Abstract

Tayeb Salih, a prominent British author of Arabic language and origin is regarded as a pioneer who carved an identity of African-Arab literature globally. Salih acclaimed in one of his interviews in the Arabic press that he attempted to reshape the East and West relationship conceived by the world. He stated that the West romanticizes the idea of the East-West interaction merely as an emotion whereas it is an unresolved conflict that leads a trauma related to loss of identity, belongingness, and existentialism (Salih, 1929). Denys Johnson-Davies, an accredited translator, credited with making Arabic literature accessible to readers of the English language, who also translated Salih’s Season of Migration to the North (1966) regards the author and this literary piece as an intelligent work on East-West conflict produced by any Western or non-Western author.
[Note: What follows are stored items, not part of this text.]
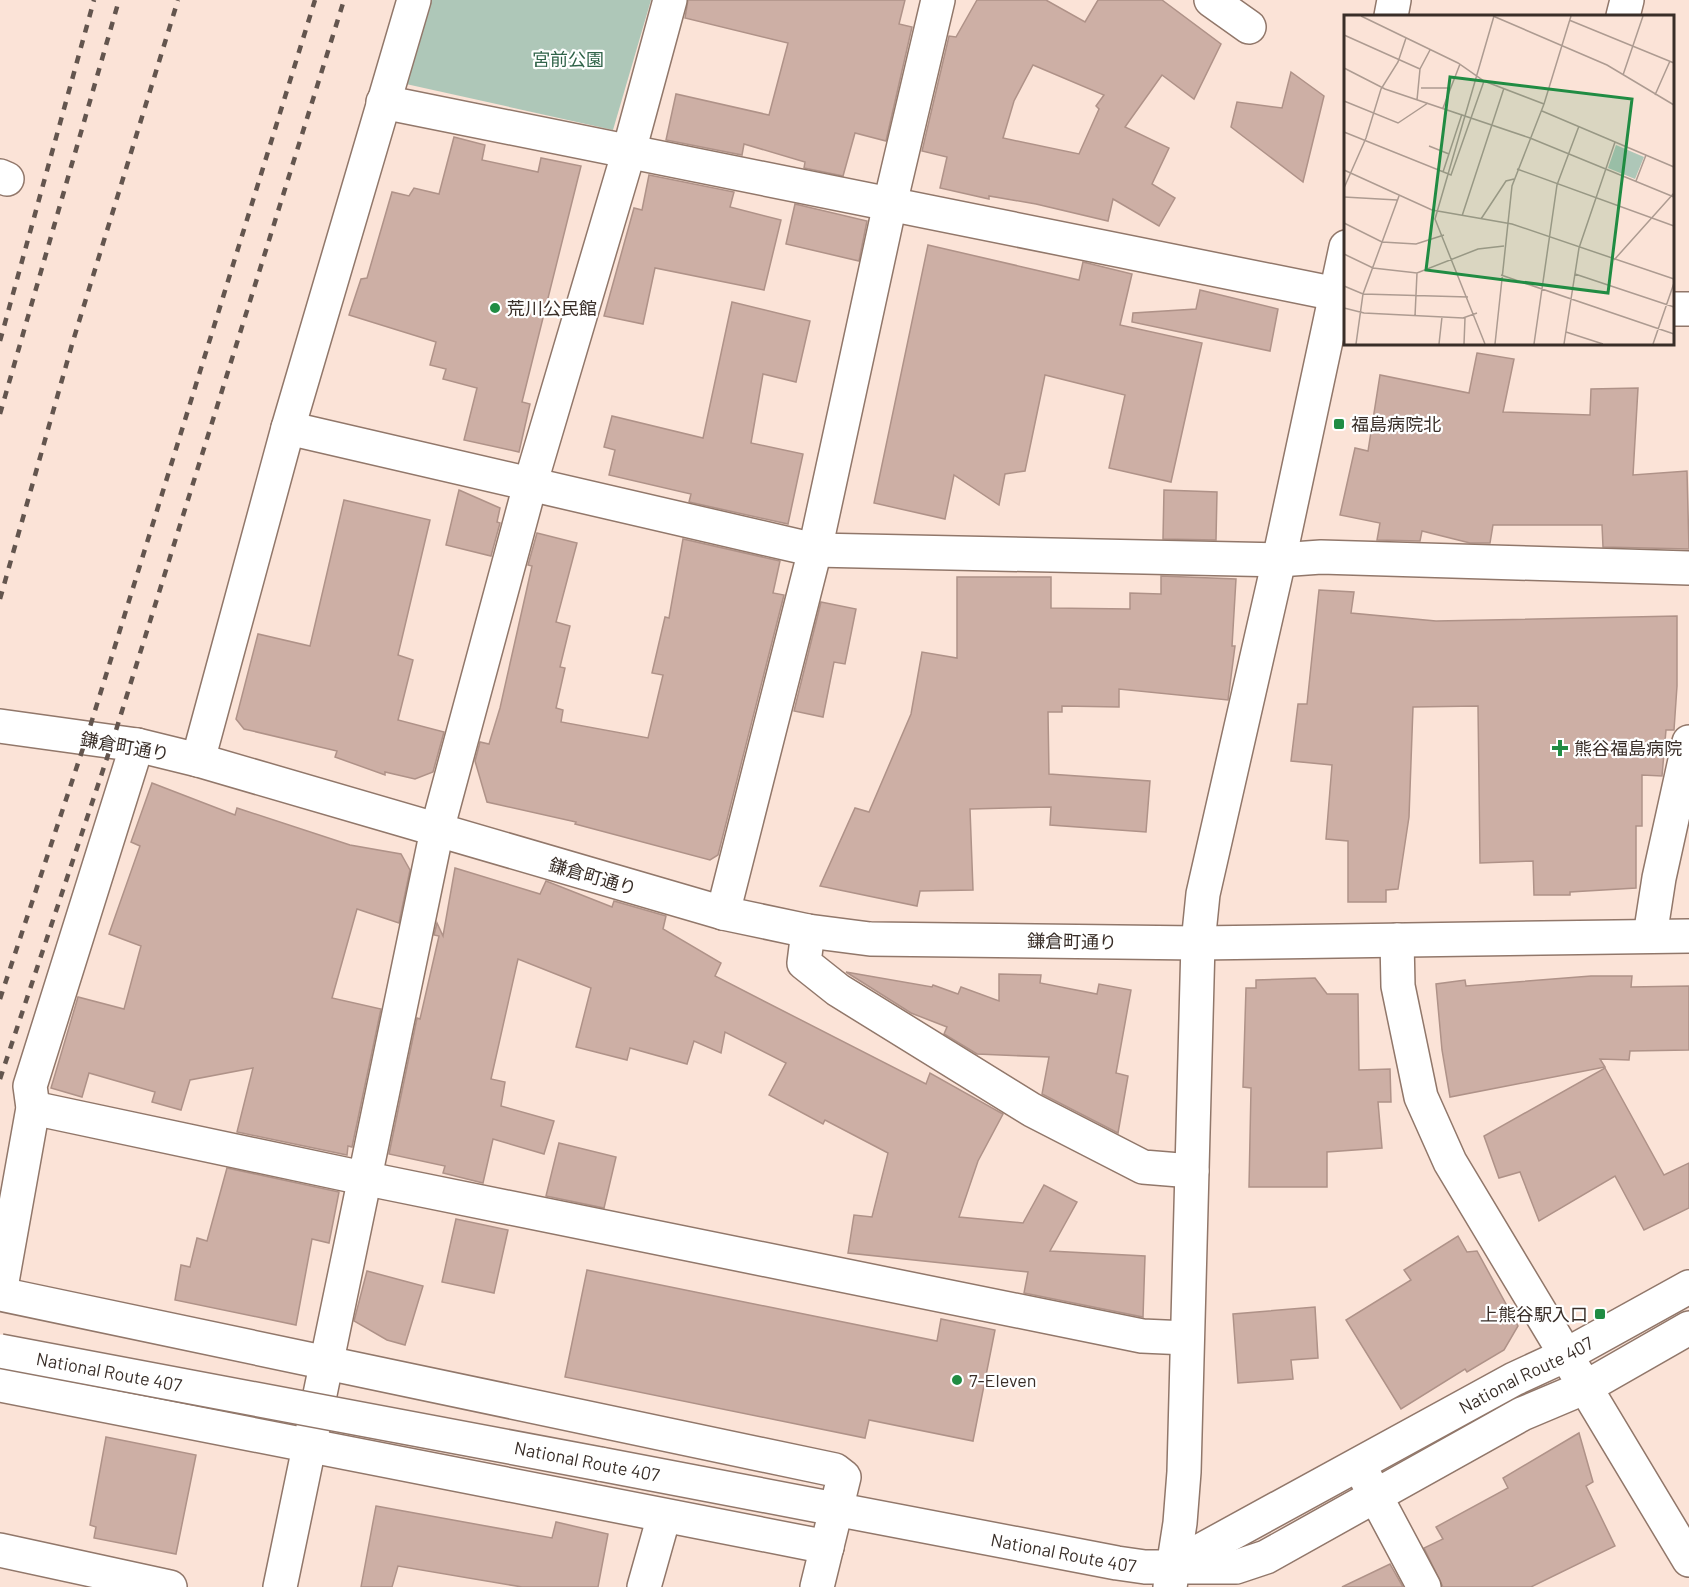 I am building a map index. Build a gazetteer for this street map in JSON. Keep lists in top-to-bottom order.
{
  "streets": {
    "main road": ["鎌倉町通り", "National Route 407"]
  },
  "parks": ["宮前公園"],
  "places": {
    "other": ["荒川公民館", "7-Eleven"],
    "transit": ["福島病院北", "上熊谷駅入口"],
    "health": ["熊谷福島病院"]
  }
}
Season of Migration to the North provides a tapestry of events, multi-layered interpretations, traumatic outbreaks, struggles to identify with the world and finally succumbing to the pain. It is not a simple story of physical migration and the life of an African on the European land. It is an embodiment of an emotional, spiritual, religious, and mental search for belongingness. This present research is an attempt to capture the journey of the protagonist Mustafa Saeed and his life from his birth as a slave in the then colony of Britain, Sudan to his migration to Britain as a free individual. The rollercoaster of events that shape him and his destiny. Did he manage to break the clutches of his birth and slavery? Did he attain freedom from his belongingness to a British colony? Did he get peace to fly away from his roots is what makes this novel an extremely viable research material. The authors attempt to explore the psychological trauma and translate the author’s search for belongingness and understand the East-West relationship from his perspective.